Mehr Qualität, Vergleichbarkeit und Fairness soll die Zentralmatura laut Unterrichtsministerin Claudia Schmied (SPÖ) ab 2013/14 an den AHS bzw. 2014/15 an den berufsbildenden höheren Schulen (BHS) bringen. Laut Bildungswissenschafter Stefan Hopmann von der Universität Wien kann die Zentralmatura solche Versprechen aber gar nicht einhalten. "Es ist eine Pseudoobjektivierung, die den Leistungsstarken nichts macht, aber nach allen Erfahrungen in den mittleren und unteren Gruppen einen ziemlichen Flurschaden anrichtet", warnt er.

Er sei kein prinzipieller Gegner von Tests im Abschlussjahr, betont Hopmann. "Wenn man das Geld hat, kann man das gerne machen." Es sei jedoch ein Irrglaube, man könne mit einer Zentralmatura die Qualität oder die Vergleichbarkeit der Leistungen verbessern.

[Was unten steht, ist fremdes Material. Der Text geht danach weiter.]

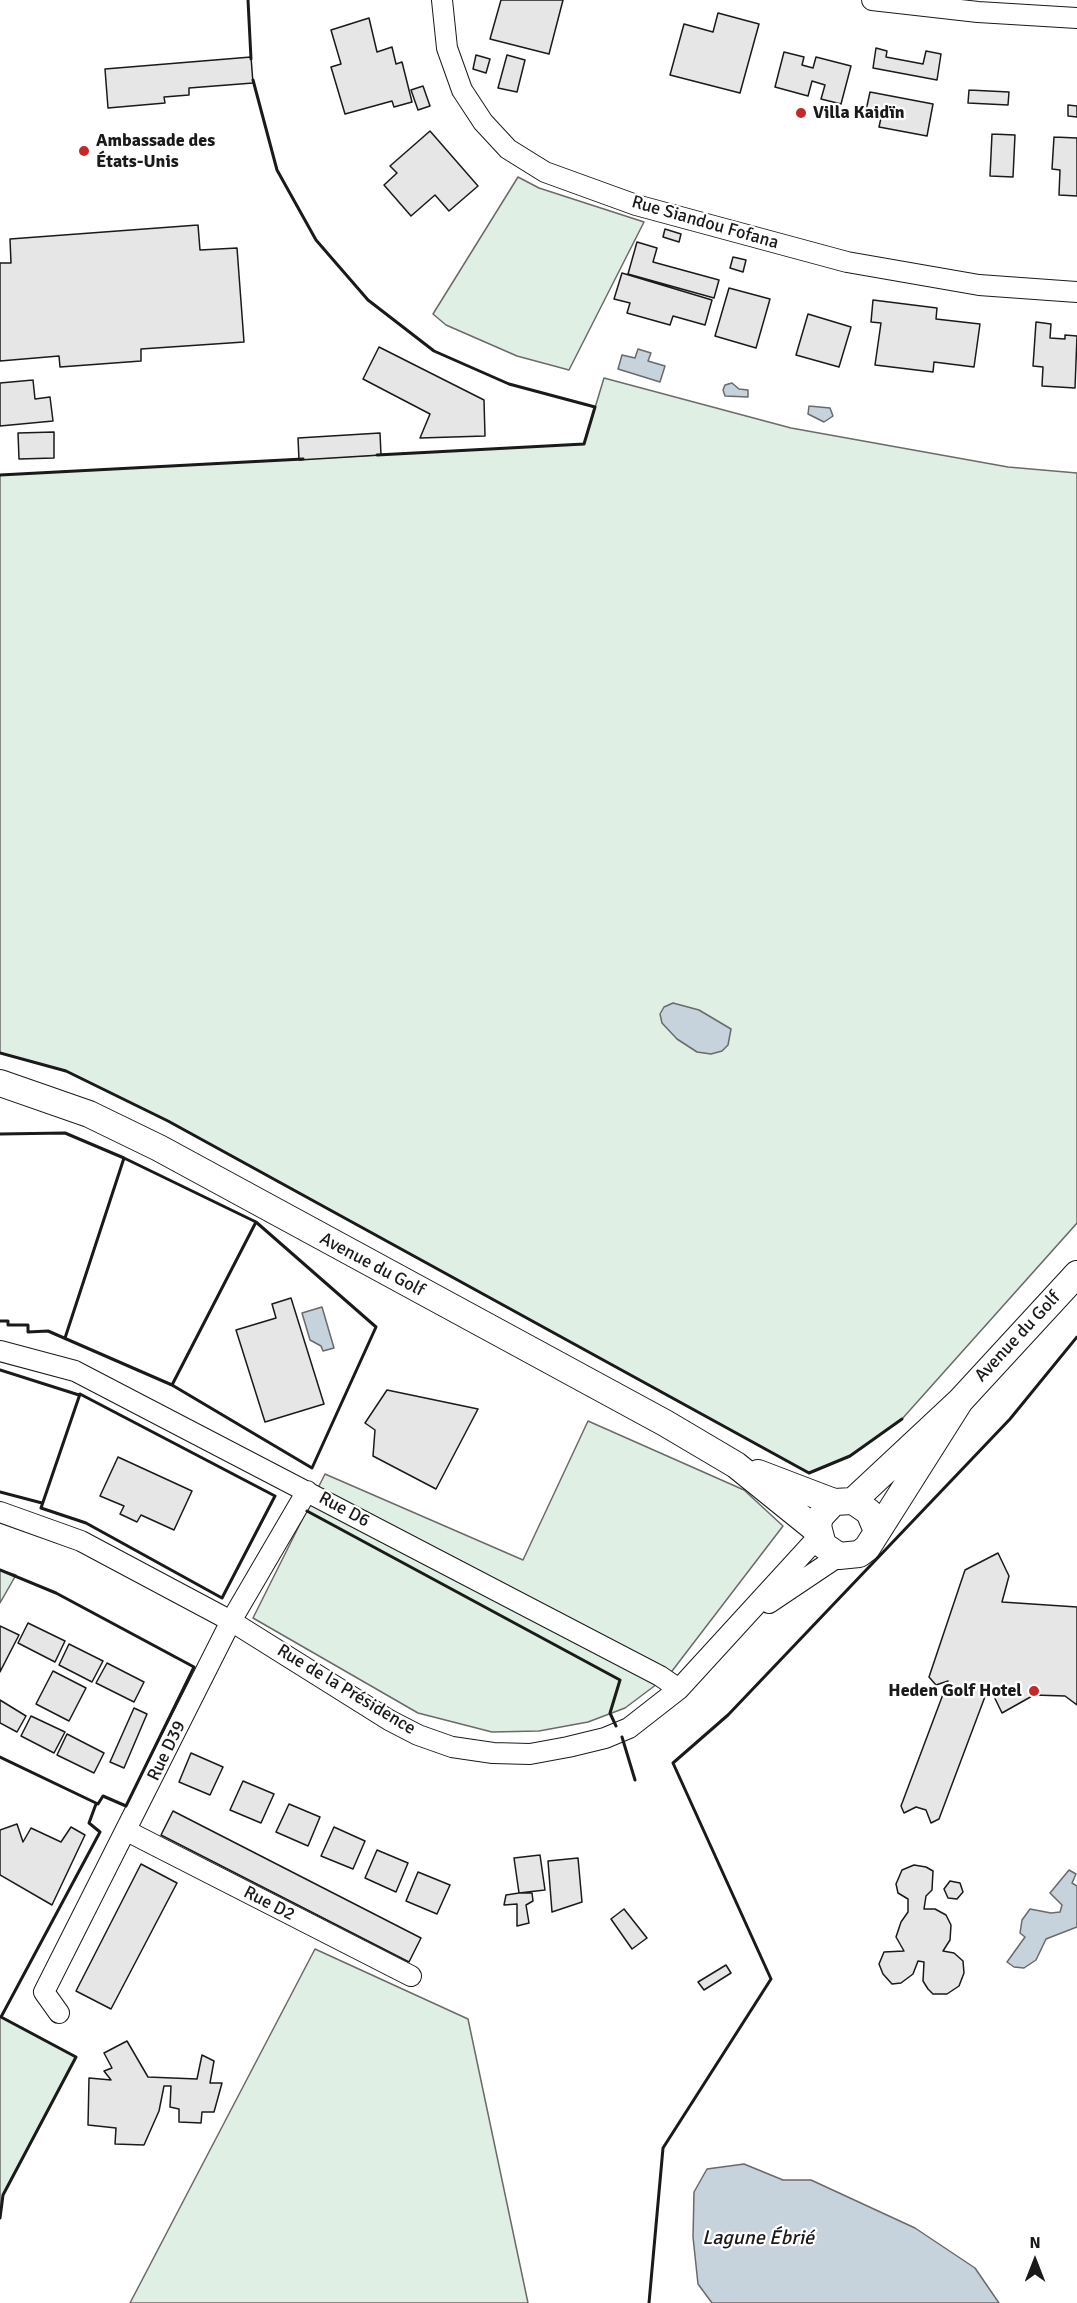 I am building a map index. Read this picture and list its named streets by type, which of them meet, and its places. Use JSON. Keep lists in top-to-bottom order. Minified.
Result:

Das Gegenteil sei der Fall und als "Campell's Law" bekannt: Bei zentralen Fragestellungen sei die Wahrscheinlichkeit, dass geschummelt wird, höher. Gleichzeitig habe die Forschung gezeigt, dass das Spontanurteil von Lehrern immer noch treffsicherer sei "als irgendwelche zentral verordneten Tests", so der Bildungsforscher.

Keine Gerechtigkeit

Auch in punkto Fairness bringe eine Zentralmatura nichts: "Noten sind unfair, zentrale Test sind aber auch unfair. Die sind nur unterschiedlich unfair", betonte Hopmann. Gute Schüler würden auch bei der Zentralmatura gute Leistungen liefern. Schüler aus dem mittleren und unteren Leistungsspektrum hätten indes nicht die Bandbreite an Wissen, um jede Frage zu beantworten - außer ihr Unterricht habe zufällig die abgefragten Bereiche behandelt. Mittelfristig bewirken zentrale Tests laut Hopmann sogar das Gegenteil von Gerechtigkeit, denn in Ländern mit solchen Systemen gebe es immer einen rasch expandierenden "Shadow-Education-Sektor", also Nachhilfe, die sich allerdings nur Schüler aus sozial bessergestellten Familien leisten können.

Kompetenzorientierter Unterricht könne daran nichts ändern, denn "Unterricht ist nun mal sehr unterschiedlich". Zentrale Tests würden daher nur "den mehr oder weniger zufälligen Match oder Mismatch von Unterricht" messen, so Hopmann. "Das taugt nicht, um eine individuelle Diagnose zu machen, wie gut Schüler Mathematik können." Das "Gerechtigkeitsproblem" bei der Notengebung könne nur gelöst werden, indem die Schulen an der Qualitätssicherung des Unterrichts und an der Beurteilungspraxis vor Ort arbeiten.

Typisch für Österreich

Dass Österreich dennoch auf die Zentralmatura setzt, findet Hopmann typisch für das Land: "Ich kann nachweisen, dass die Notenvergabe sehr unterschiedlich ist, um es höflich zu formulieren. Daraus folgt aber nicht, dass ein zentralisiertes System gerechter wäre. Da wird immer geglaubt, weil das eine System bestimmte Fehler hat, hätte das Alternativsystem diese Fehler nicht. Aber das ist ein falscher Kehrschluss."